Processes Of Coastal Transport And Deposition And The Associated Landforms Flashcards
What is traction?
Sediment rolls or slides along the sea bed
What is saltation ?
Sediment is bounced along the sea bed
What is suspension?
Small particles are held and moved in the water
What is solution?
Material dissolved in the water and is moved by the sea
What is the process of longshore drift?
Waves approach at an angle due to prevailing winds. Smash washes sediment diagonally up the beach.
Gravity pulls backwash with sediment straight down the beach.
Repeated action results in the net movement of sediment along the beach parallel to the shoreline. The direction is predominantly one way due to prevailing winds. Changes in wind direction can result in movement in the opposite direction.
What is flocculation?
Where fresh water mixes with sea water such as in a river estuary. Clay particles coagulate due to chemical reactions to form flocs, which are heavier and more likely to be deposited.
What 4 reasons does deposition occur for?
When waves lose velocity after breaking
When backwash percolates quickly into the beach
When sheltered coastlines reduce the wave energy
As a result of flocculation
How is sediment sorted?
Large sediment deposited furthest from the sea by high energy waves.
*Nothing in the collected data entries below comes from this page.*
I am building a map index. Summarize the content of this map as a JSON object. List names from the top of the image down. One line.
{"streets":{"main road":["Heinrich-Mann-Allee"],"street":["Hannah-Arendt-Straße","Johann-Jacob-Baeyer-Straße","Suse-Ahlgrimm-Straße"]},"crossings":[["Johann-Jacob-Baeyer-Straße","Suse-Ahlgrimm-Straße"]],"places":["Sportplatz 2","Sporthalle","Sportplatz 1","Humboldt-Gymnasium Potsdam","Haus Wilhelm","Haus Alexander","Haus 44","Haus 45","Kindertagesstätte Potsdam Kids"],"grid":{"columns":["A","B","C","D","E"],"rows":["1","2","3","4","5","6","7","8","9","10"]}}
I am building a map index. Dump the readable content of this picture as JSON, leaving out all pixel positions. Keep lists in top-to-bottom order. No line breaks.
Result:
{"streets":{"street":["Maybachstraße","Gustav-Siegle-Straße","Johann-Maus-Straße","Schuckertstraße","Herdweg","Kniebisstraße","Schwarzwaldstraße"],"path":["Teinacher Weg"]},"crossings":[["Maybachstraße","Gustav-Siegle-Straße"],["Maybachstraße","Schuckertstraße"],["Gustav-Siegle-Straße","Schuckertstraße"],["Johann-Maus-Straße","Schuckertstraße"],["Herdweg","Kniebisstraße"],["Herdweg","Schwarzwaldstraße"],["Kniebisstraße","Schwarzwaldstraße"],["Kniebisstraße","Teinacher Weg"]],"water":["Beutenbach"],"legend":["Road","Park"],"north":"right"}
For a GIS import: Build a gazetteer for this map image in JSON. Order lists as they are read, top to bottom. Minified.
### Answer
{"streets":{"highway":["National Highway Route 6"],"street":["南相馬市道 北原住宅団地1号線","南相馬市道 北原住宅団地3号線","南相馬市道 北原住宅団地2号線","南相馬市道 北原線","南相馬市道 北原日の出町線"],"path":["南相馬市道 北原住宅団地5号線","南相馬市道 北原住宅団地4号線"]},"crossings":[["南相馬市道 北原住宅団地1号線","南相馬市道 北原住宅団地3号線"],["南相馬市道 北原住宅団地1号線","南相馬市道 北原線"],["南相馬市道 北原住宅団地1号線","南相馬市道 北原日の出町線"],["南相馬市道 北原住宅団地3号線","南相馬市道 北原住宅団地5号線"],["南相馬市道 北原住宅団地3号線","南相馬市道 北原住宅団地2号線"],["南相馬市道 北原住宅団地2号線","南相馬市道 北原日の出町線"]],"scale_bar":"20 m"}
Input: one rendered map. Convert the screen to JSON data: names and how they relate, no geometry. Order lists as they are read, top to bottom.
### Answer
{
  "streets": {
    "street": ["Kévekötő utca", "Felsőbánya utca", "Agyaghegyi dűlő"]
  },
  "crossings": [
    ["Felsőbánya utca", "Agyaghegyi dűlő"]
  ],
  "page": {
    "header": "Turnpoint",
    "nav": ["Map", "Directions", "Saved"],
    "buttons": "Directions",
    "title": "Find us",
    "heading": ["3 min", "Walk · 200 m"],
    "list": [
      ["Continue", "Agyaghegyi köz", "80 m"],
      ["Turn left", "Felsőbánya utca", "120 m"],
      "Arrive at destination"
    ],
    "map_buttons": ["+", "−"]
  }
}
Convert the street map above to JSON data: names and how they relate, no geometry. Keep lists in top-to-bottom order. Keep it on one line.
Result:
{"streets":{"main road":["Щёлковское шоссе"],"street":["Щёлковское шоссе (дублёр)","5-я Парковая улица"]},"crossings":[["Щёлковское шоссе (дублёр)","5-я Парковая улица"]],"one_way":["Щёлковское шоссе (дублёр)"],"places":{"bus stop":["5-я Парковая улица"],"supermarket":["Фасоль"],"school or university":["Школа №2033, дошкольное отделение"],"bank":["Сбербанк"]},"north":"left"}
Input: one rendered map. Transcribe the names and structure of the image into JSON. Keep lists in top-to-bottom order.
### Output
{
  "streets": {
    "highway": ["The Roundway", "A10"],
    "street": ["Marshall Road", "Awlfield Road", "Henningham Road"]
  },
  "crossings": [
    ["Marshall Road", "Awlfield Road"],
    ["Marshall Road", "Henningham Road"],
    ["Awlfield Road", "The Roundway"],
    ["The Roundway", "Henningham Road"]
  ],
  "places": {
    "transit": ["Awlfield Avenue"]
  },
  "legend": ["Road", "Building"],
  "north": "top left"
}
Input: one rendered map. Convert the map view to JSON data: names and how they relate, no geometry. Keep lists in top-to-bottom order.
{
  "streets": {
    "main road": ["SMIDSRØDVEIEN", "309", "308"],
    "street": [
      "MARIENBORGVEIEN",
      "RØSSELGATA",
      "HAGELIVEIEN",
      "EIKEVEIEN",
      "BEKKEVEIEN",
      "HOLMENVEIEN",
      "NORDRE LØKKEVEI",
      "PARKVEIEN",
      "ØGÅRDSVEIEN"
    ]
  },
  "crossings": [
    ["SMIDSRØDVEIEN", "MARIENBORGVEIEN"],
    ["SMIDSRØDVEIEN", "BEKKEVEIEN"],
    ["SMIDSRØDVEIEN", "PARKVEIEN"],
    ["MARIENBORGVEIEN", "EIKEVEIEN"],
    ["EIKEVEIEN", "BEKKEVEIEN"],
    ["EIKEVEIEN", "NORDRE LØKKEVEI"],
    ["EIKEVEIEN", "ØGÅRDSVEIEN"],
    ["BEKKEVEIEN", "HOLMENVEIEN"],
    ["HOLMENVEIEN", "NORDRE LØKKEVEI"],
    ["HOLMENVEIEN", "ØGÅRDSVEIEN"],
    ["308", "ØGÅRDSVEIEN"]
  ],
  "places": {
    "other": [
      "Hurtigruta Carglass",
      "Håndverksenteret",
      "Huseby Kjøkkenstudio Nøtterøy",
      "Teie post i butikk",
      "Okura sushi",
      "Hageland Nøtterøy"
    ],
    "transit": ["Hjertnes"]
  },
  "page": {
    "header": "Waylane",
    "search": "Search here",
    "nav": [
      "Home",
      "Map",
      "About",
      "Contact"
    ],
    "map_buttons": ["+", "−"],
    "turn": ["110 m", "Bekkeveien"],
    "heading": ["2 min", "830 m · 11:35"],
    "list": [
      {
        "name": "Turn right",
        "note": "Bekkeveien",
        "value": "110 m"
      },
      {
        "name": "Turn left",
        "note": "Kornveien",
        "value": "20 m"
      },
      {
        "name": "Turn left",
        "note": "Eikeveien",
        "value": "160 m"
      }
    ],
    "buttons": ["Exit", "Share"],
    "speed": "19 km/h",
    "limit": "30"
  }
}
By a storm. Creates a storm beach.
Smaller material deposited near the sea.
Material nearer the sea is prone to attrition, gets eroded into smaller particles
3 types of beaches
Smash aligned beach
Drift aligned beach
Zeta formed beach
Dominant waves and sediment movement of a swans aligned beach
Waves break parallel to shore
Sediment moves onshore/offshore
Dominant waves and sediment movement of drift aligned beach
Waves break at an oblique angle to the shore
Longshore drift along the shore
Dominant waves and sediment movement of zeta formed beach
Waves break at an oblique angle but a headland at each end causes wave refraction, blocking sediment movement.
Longshore drift along the coast, but sediment builds up in front of a headland
What is a spit?
A linear ridge of sediment joined to the land at one end
Proximal end joined to mainland
Distal end lies in open water
Formation of a spit
Longshore drift moves sediment along a coast.
Where the coastline suddenly changes direction, the material continues to be deposited in the original direction.
Winds may cause distal end to curve. Eg hurst spit, in Hampshire.
Sheltered water behind may form a mudflat or saltmarsh.
Formation of a bar
When a spit grows to form a ridge that blocks off a bay creating a lagoon. Eg slapton sands, in Devon.
A bar might start by as deposits driven onshore by rising sea levels. Eg chesil beach, in Dorset.
If a bar is not connected to the mainland it is a barrier island. Eg scolt head Island off the Norfolk coast.